La dislessia comporta un diverso stile di apprendimento e, come tale, può anche essere vista non come un problema ma come una caratteristica. Non è solo una questione lessicale, ma si tratterebbe di una vera e propria rivoluzione copernicana: infatti, il termine "disturbo" sottolinea l'origine neurobiologica, evita definizioni improprie ed è tipico dei tecnici; il sostantivo "disabilità" non indica una condizione soggettiva della persona ma una relazione sociale. Esso richiama immediatamente una rivendicazione etica di pari opportunità: l'organizzazione sociale deve abilitare le persone, comprese quelle intelligenti che leggono lentamente. "Caratteristica", invece, fa riferimento alla neuro-diversità, cioè alla normale differenza individuale fra gli esseri umani. Dislessia, disortografia e discalculia possono essere definite caratteristiche dell'individuo, fondate su una base neurobiologica; il termine dovrebbe essere utilizzato dal clinico e dall'insegnante in ognuna delle possibili azioni (descrizione del funzionamento nelle diverse aree e organizzazione del piano di aiuti), che favoriscono lo sviluppo delle potenzialità individuali e, con esso, la qualità della vita. L'uso del sostantivo "caratteristica" può favorire nell'individuo, nella sua famiglia e nella comunità una rappresentazione non stigmatizzante del funzionamento delle persone con difficoltà di apprendimento; il termine "caratteristica" indirizza, inoltre, verso un approccio pedagogico che valorizza le differenze individuali e aiuta il ragazzo a costruire un'immagine realistica, positiva e attiva di se stesso (cfr. la Convenzione ONU sui diritti delle persone con disabilità: "La società deve imparare ad accogliere e favorire lo sviluppo delle persone con particolari caratteristiche").

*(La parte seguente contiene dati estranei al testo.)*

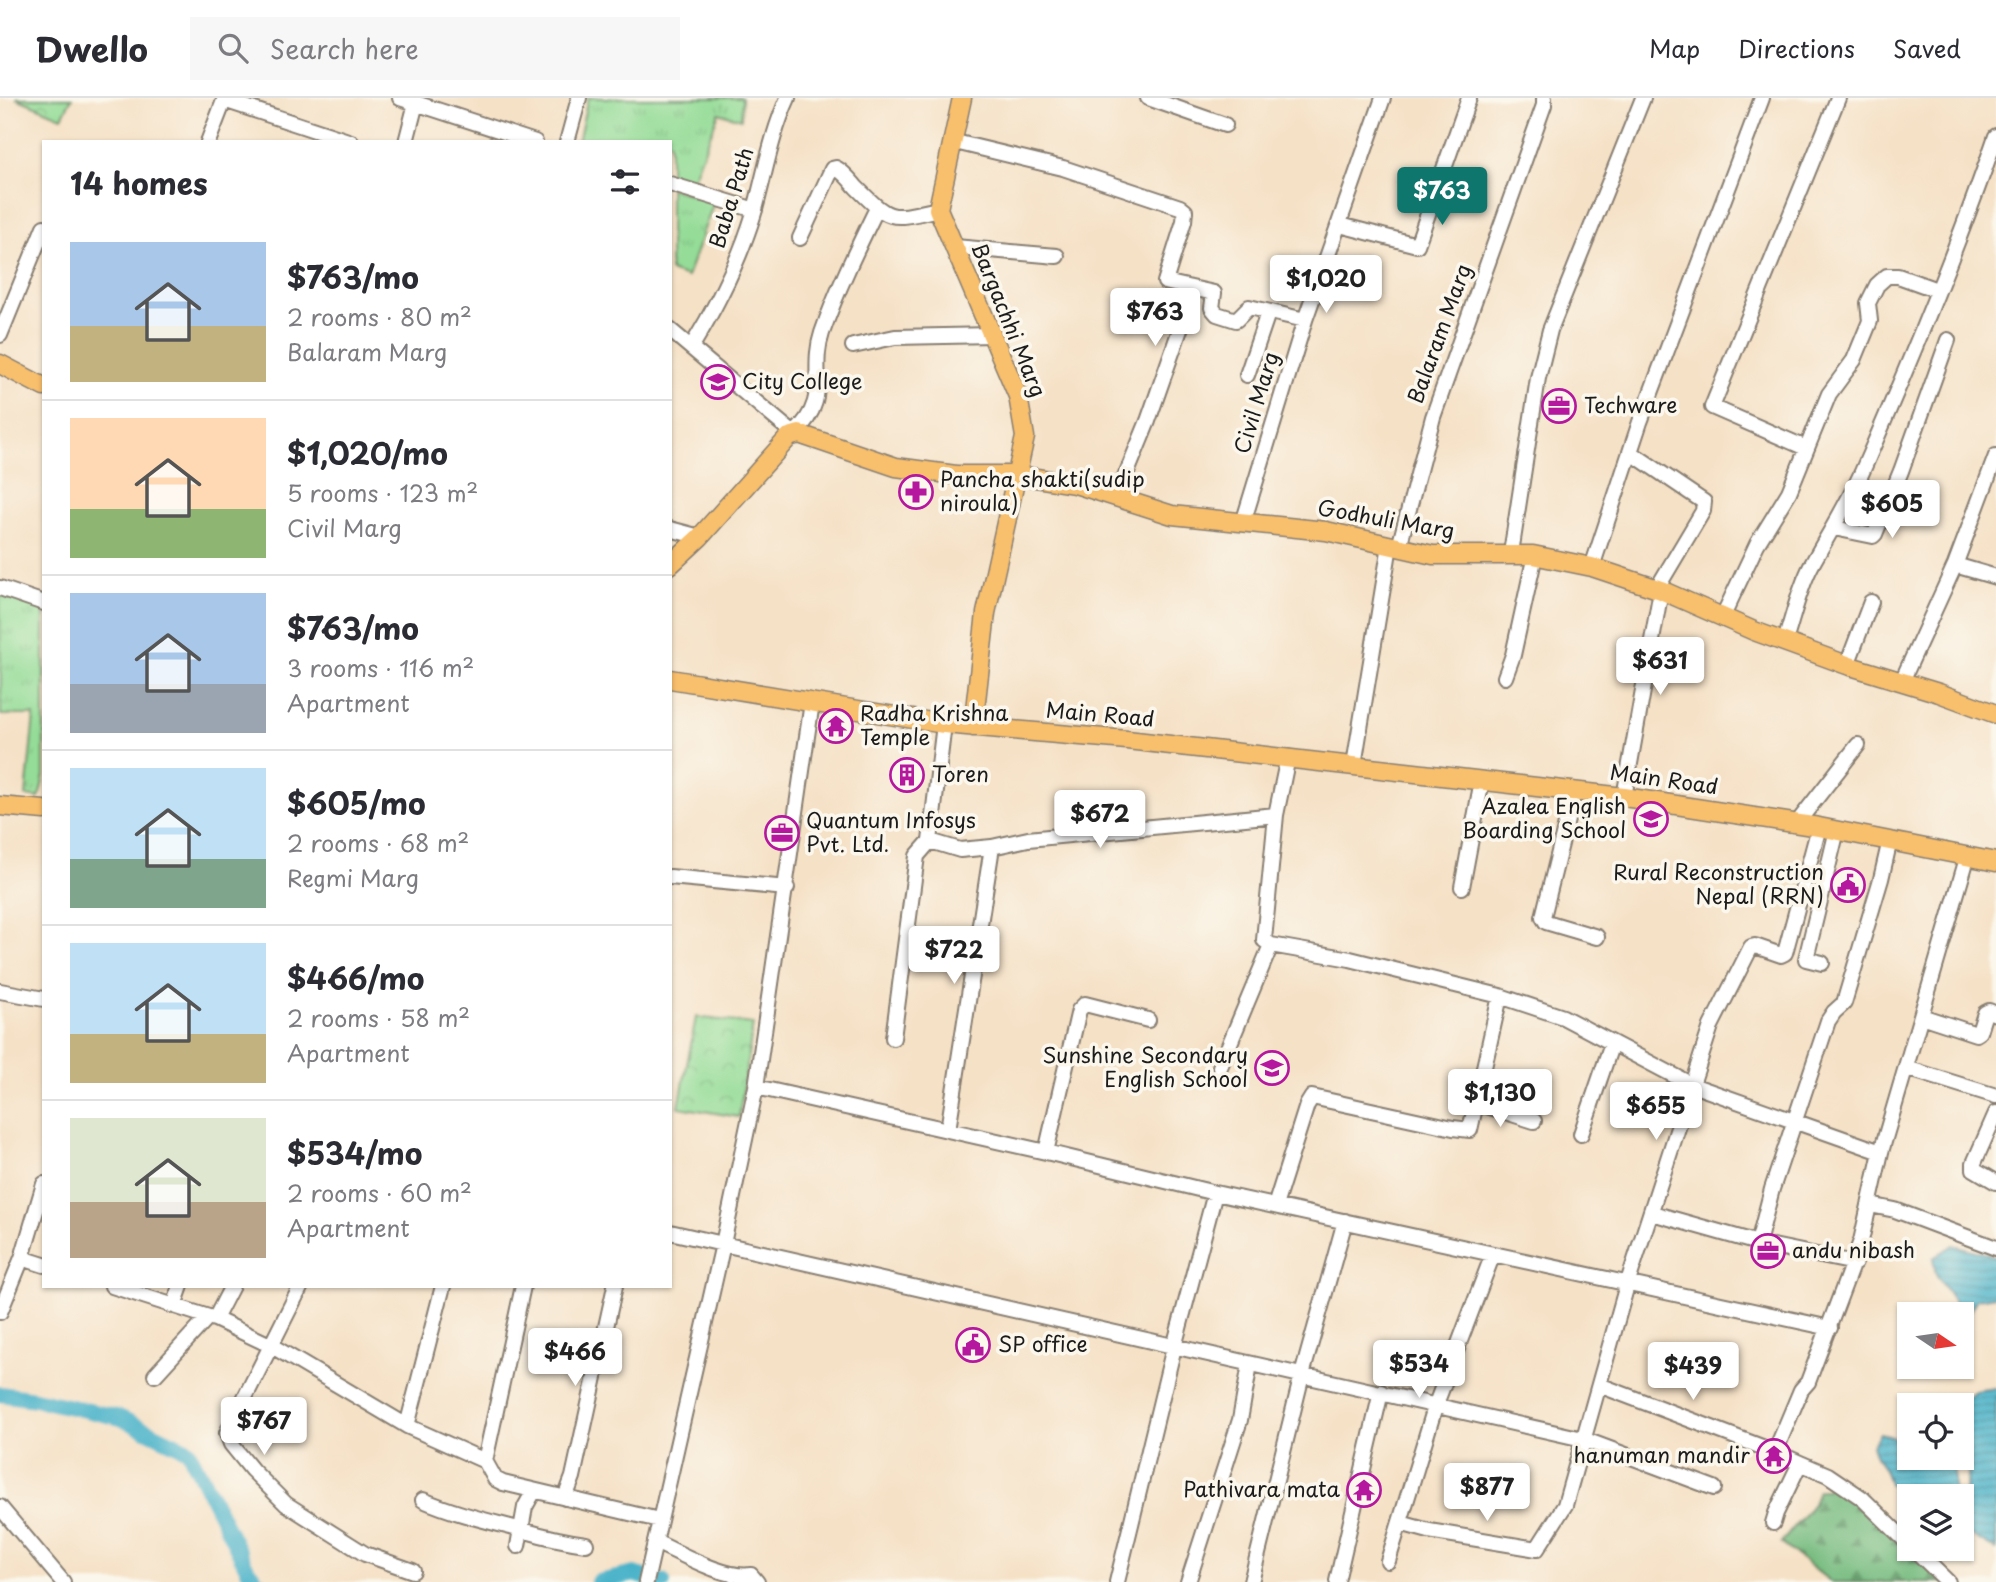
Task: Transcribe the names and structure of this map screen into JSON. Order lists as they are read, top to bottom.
{
  "streets": {
    "main road": ["Bargachhi Marg", "Godhuli Marg", "Main Road"],
    "street": ["Baba Path", "Balaram Marg", "Civil Marg"]
  },
  "crossings": [
    ["Bargachhi Marg", "Godhuli Marg"],
    ["Bargachhi Marg", "Main Road"],
    ["Balaram Marg", "Godhuli Marg"],
    ["Balaram Marg", "Main Road"],
    ["Civil Marg", "Godhuli Marg"]
  ],
  "places": {
    "school or university": ["City College", "Azalea English Boarding School", "Sunshine Secondary English School"],
    "office": ["Techware", "Quantum Infosys Pvt. Ltd.", "andu nibash"],
    "pharmacy": ["Pancha shakti(sudip niroula)"],
    "temple": ["Radha Krishna Temple", "hanuman mandir", "Pathivara mata"],
    "building": ["Toren"],
    "public building": ["Rural Reconstruction Nepal (RRN)", "SP office"]
  },
  "north": "right",
  "page": {
    "header": "Dwello",
    "search": "Search here",
    "nav": ["Map", "Directions", "Saved"],
    "heading": "14 homes",
    "price": [
      "$763",
      "$1,020",
      "$763",
      "$605",
      "$631",
      "$672",
      "$722",
      "$1,130",
      "$655",
      "$466",
      "$534",
      "$439",
      "$767",
      "$877"
    ],
    "list": [
      {
        "name": "$763/mo",
        "note": "2 rooms · 80 m² · Balaram Marg"
      },
      {
        "name": "$1,020/mo",
        "note": "5 rooms · 123 m² · Civil Marg"
      },
      {
        "name": "$763/mo",
        "note": "3 rooms · 116 m² · Apartment"
      },
      {
        "name": "$605/mo",
        "note": "2 rooms · 68 m² · Regmi Marg"
      },
      {
        "name": "$466/mo",
        "note": "2 rooms · 58 m² · Apartment"
      },
      {
        "name": "$534/mo",
        "note": "2 rooms · 60 m² · Apartment"
      }
    ]
  }
}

Le caratteristiche richiedono strategie nuove che siano in grado di ottimizzare e rendere efficaci i punti di forza della caratteristica stessa e contemporaneamente ridurne o neutralizzarne le criticità. Alla luce di questa affermazione molti cominciano a considerare la dislessia solo come un percorso diverso di apprendimento e ad affrontarlo in quanto tale. Lo stile di apprendimento di una persona con dislessia privilegia i canali non verbali, quali il visivo, l'uditivo, il cinestesico, cioè le immagini, l'ascolto e l'esperienza diretta. Si tratta di un apprendimento multisensoriale: quello visivo si avvale di immagini, schemi, mappe mentali e concettuali, filmati; quello uditivo richiede registrazioni, attività che accentuano il ritmo, il tono e il volume della voce; quello cinestesico registra progressi attraverso il toccare, il muovere, il compiere attività pratiche, quali disegnare, costruire mappe, manipolare oggetti, svolgere attività laboratoriali.
Le tematiche affrontate nel corso - come le caratteristiche diagnostiche dei DSA, i protocolli per un intervento preventivo, la sperimentazione di strategie didattiche e degli strumenti compensativi, la compilazione del PDP - hanno riscontrato grande interesse e partecipazione nei docenti curricolari di ogni ordine e grado, spinti dalla necessità di comprendere un percorso più idoneo ed efficace da applicare nei confronti dei propri alunni con diagnosi di DSA.